Avalonia developed as a volcanic arc on the northern margin of Gondwana. It eventually rifted off, becoming a drifting microcontinent.  The Rheic Ocean formed behind it, and the Iapetus Ocean shrank in front. It collided with the continents Baltica, then Laurentia, and finally with Gondwana, ending up in the interior of Pangea. When Pangea broke up, Avalonia's remains were divided by the rift which became the Atlantic Ocean.

Extent 

When the term "Avalon" was first coined by Canadian geologist Harold Williams in 1964, he included only Precambrian rocks in eastern Newfoundland.  More than a decade later he extended the term to include all exotic rocks from Newfoundland down to Rhode Island.  Since the introduction of the term terrane in the 1980s, Avalonia has been referred to as "platform", "composite terrane", "superterrane", "East" and "West Avalonia", and "Avalon sensu lato".  "Avalonia" can thus refer exclusively to rocks in Newfoundland (Avalonia sensu stricto), an assembly of terranes, or a single tectonic unit.

Avalonia is the largest of the peri-Gondwanan terranes, a series of continental blocks that more or less simultaneously broke off the margins of the southern supercontinent Gondwana and therefore share an early Paleozoic marine fauna.  They were pulled northward and eventually collided to form the Appalachian, Caledonide, and Variscan orogens.  West Avalonia, in North America, stretches from New England to Atlantic Canada, and East Avalonia, in Europe, from southern Britain to Brabant.

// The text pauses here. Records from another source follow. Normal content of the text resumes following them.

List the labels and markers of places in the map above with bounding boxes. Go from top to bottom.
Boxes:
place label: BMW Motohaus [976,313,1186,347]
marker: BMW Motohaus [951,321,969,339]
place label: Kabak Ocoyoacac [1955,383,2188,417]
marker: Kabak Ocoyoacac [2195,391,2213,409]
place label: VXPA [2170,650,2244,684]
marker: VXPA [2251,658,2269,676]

Other Peri-Gondwanan terranes, sometimes called "Greater Avalonia", include Carolina in the Appalachian and the deep bedrock of Florida in North America, Oaxaquia and Yucatán in Mexico, and the Chortis Block in Central America.  The North American terranes of Ganderia and Carolinia are sometimes grouped with Avalonia because they were transferred together across the Iapetus Ocean.  Sometimes the Meguma terrane in Nova Scotia is also included.

The Avalonian part of Great Britain almost exactly coincides with England and Wales. Elsewhere in Europe, parts of Avalonia are found in the Ardennes of Belgium and north-eastern France, north Germany, north-western Poland, south-eastern Ireland,  and the south-western edge of the Iberian Peninsula.

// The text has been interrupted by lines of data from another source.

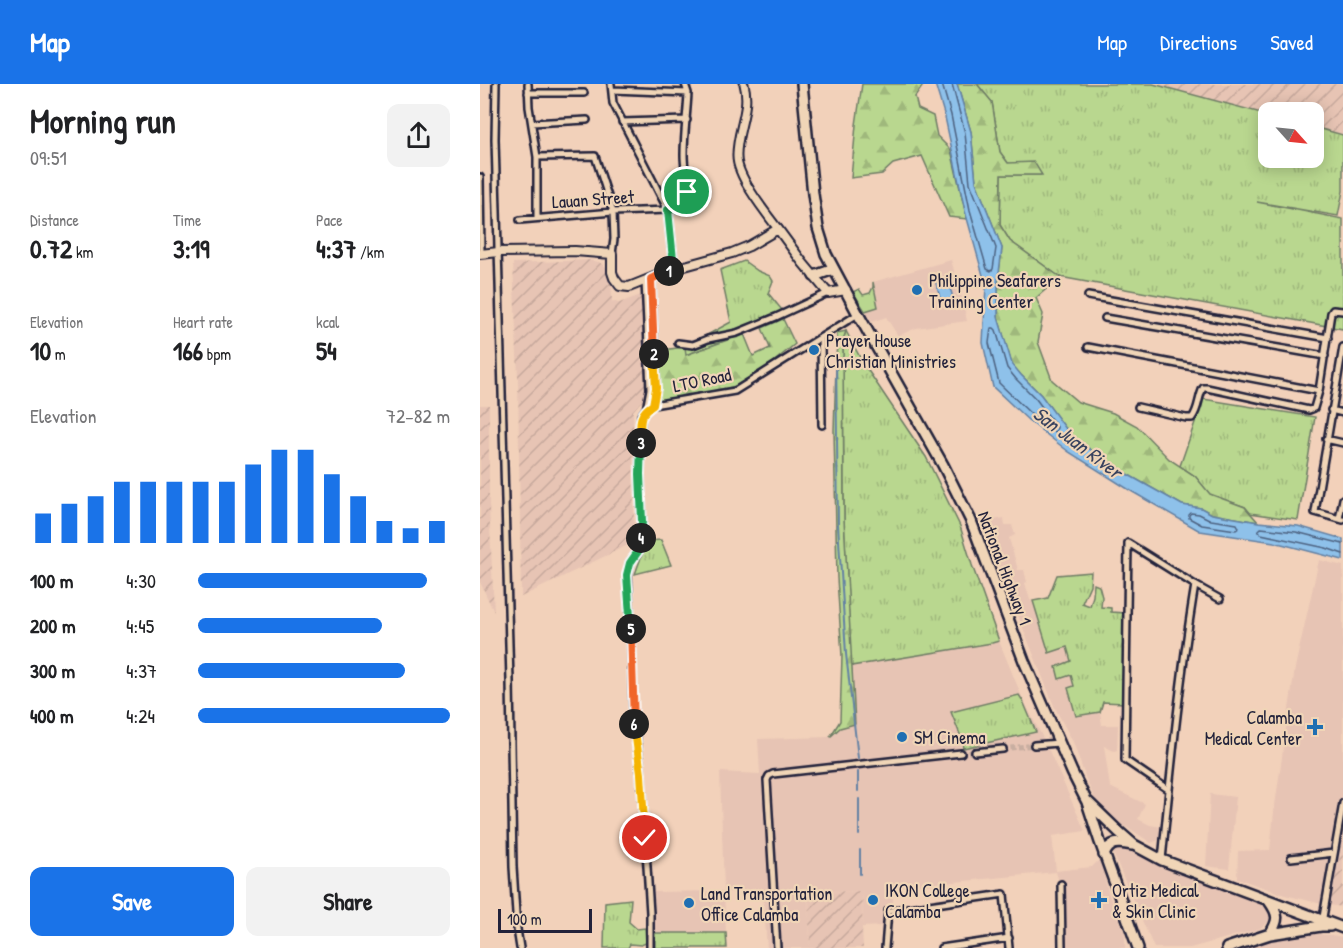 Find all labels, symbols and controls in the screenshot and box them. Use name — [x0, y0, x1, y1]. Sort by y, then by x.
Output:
text: Map — [30, 23, 70, 61]
text: Map — [1097, 28, 1127, 57]
text: Directions — [1160, 28, 1237, 57]
text: Saved — [1270, 28, 1313, 57]
text: Morning run — [30, 99, 176, 143]
north arrow — [1258, 102, 1324, 168]
map controls — [1258, 102, 1324, 168]
button: share — [387, 104, 450, 167]
text: 09:51 — [30, 144, 67, 171]
pin — [661, 166, 712, 217]
icon: arrive — [670, 175, 703, 208]
street label: Lauan Street — [551, 184, 636, 214]
text: Distance — [30, 209, 79, 231]
text: Time — [173, 209, 201, 231]
text: Pace — [316, 209, 343, 231]
text: 0.72 — [30, 231, 72, 266]
text: 3:19 — [173, 231, 210, 266]
text: 4:37 — [316, 231, 356, 266]
text: km — [72, 241, 93, 263]
text: /km — [356, 241, 384, 263]
pin: 1 — [654, 256, 684, 286]
text: 1 — [666, 260, 672, 282]
place label: Philippine Seafarers Training Center — [929, 268, 1061, 314]
marker: Philippine Seafarers Training Center — [910, 283, 924, 297]
text: Elevation — [30, 311, 83, 333]
text: Heart rate — [173, 311, 233, 333]
text: kcal — [316, 311, 339, 333]
place label: Prayer House Christian Ministries — [826, 328, 956, 374]
text: 10 — [30, 333, 51, 368]
text: 166 — [173, 333, 203, 368]
text: 54 — [316, 333, 337, 368]
pin: 2 — [639, 339, 669, 369]
text: m — [51, 343, 66, 365]
text: bpm — [203, 343, 231, 365]
text: 2 — [650, 343, 658, 365]
marker: Prayer House Christian Ministries — [807, 343, 821, 357]
street label: LTO Road — [671, 362, 733, 398]
water label: San Juan River — [1028, 400, 1130, 486]
text: Elevation — [30, 402, 96, 429]
text: 72–82 m — [386, 402, 450, 429]
pin: 3 — [626, 428, 656, 458]
text: 3 — [637, 432, 645, 454]
street label: National Highway 1 — [972, 508, 1038, 628]
pin: 4 — [626, 523, 656, 553]
text: 4 — [638, 527, 644, 549]
text: 100 m — [30, 567, 73, 594]
text: 4:30 — [126, 567, 156, 594]
text: 200 m — [30, 612, 75, 639]
text: 4:45 — [126, 612, 154, 639]
pin: 5 — [616, 614, 646, 644]
text: 5 — [628, 618, 634, 640]
text: 300 m — [30, 657, 75, 684]
text: 4:37 — [126, 657, 157, 684]
text: 400 m — [30, 702, 74, 729]
text: 4:24 — [126, 702, 155, 729]
place label: Calamba Medical Center — [1205, 705, 1302, 751]
pin: 6 — [619, 709, 649, 739]
text: 6 — [631, 713, 637, 735]
marker: Calamba Medical Center — [1306, 718, 1324, 736]
place label: SM Cinema — [914, 725, 986, 750]
marker: SM Cinema — [895, 730, 909, 744]
pin — [619, 812, 670, 863]
icon: check — [628, 821, 661, 854]
button: Save — [30, 867, 234, 936]
button: Share — [246, 867, 450, 936]
place label: IKON College Calamba — [885, 878, 970, 924]
place label: Ortiz Medical & Skin Clinic — [1112, 878, 1199, 924]
place label: Land Transportation Office Calamba — [701, 881, 832, 927]
marker: Ortiz Medical & Skin Clinic — [1090, 891, 1108, 909]
marker: IKON College Calamba — [866, 893, 880, 907]
marker: Land Transportation Office Calamba — [682, 896, 696, 910]
scale bar — [498, 906, 592, 934]
text: 100 m — [507, 908, 542, 930]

Part of the British-Belgian section formed an island in the Carboniferous, affecting the disposition of coalfields; this is known by names such as the 'London-Brabant Island'. Its bulk had an effect on the geological structure between the Ardennes and the English Midlands by influencing the subsequent crustal folding resulting from the Variscan collision.

In Canada, Avalonia comprises the Avalon Peninsula of southeast Newfoundland, southern New Brunswick, part of Nova Scotia, and Prince Edward Island. In the United States, Avalonia consists of northern coastal Maine, all of Rhode Island, and other sections of coastal New England.

Development 

The basement of Avalonia is poorly known, but, based on isotopic analyses, proto-Avalonia most likely evolved together with Carolina about 800 Ma from volcanic arcs far offshore from the supercontinent Rodinia, most likely outboard continental terranes of more obvious West African affinities, such as Cadomia and Iberia. About 650 Ma the Avalonian belt collided with Gondwana.

Avalonia originally developed along the shores of Rodinia together with island arcs now found in the Arabian-Nubian Shield (900–700 Ma) and Tocantins in central Brazil (950–900 Ma) and the basement of Avalonia is most likely of the same age.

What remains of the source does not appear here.